Extracted entries —
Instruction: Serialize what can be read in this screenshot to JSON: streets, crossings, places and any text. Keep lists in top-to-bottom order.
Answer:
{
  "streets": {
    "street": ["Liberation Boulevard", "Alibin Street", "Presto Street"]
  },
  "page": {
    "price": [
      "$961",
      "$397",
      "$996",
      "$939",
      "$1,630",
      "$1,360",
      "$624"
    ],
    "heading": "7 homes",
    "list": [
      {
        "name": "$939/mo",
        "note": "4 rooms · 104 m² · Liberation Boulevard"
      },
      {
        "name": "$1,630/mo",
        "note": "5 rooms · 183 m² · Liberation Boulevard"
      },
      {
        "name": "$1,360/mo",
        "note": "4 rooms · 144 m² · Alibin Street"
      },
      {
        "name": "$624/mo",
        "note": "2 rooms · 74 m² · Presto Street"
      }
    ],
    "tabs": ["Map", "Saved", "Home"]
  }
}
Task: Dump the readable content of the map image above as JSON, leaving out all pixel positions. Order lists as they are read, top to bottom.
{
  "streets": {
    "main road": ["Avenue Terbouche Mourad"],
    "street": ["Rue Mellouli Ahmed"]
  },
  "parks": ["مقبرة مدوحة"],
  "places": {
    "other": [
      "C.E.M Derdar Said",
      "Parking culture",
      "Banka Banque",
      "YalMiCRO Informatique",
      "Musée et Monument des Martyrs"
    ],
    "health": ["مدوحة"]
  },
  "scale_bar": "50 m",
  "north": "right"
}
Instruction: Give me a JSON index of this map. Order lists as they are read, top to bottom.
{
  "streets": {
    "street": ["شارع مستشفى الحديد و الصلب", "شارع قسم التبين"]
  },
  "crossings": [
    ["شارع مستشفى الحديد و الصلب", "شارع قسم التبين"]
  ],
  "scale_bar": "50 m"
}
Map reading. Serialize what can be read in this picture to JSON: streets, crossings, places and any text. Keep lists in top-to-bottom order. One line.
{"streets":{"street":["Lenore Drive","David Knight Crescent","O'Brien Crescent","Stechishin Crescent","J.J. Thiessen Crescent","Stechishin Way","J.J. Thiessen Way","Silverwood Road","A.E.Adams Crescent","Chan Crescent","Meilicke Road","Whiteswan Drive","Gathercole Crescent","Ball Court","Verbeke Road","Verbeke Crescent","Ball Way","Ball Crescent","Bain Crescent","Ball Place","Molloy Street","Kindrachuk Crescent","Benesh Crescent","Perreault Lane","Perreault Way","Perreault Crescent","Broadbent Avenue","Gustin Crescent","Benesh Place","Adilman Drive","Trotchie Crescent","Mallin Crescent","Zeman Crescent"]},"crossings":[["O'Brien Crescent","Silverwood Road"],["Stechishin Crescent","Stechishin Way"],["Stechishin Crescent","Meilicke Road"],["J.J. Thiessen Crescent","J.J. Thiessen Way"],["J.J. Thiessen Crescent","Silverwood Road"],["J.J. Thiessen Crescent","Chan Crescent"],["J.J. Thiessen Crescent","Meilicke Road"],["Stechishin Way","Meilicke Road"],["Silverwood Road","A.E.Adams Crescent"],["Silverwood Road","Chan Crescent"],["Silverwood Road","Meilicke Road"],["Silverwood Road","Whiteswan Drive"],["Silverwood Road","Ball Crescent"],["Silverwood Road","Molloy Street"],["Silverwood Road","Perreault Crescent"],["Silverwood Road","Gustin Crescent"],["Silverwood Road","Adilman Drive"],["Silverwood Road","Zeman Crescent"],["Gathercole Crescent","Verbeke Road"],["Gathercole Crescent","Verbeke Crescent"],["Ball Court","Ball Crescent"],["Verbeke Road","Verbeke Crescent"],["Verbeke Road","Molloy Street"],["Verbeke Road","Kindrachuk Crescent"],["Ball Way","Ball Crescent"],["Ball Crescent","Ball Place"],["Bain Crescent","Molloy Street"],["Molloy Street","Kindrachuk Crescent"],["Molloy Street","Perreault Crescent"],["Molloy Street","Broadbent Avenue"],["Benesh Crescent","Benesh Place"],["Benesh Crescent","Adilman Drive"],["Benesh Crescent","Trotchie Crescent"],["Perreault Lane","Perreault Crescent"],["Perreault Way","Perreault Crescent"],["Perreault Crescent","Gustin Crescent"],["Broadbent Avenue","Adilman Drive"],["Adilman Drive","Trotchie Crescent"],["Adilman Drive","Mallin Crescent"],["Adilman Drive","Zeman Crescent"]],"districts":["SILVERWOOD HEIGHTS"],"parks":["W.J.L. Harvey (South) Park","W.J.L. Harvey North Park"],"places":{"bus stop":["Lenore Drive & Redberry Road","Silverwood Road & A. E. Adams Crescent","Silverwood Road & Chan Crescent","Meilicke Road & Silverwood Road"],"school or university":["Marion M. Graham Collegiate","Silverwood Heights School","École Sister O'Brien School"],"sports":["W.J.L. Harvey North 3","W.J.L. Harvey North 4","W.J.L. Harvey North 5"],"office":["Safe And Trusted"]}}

Exercise objective —
From the data, list each line in which the string "الصلب" appears.

Final answer —
    "street": ["شارع مستشفى الحديد و الصلب", "شارع قسم التبين"]
    ["شارع مستشفى الحديد و الصلب", "شارع قسم التبين"]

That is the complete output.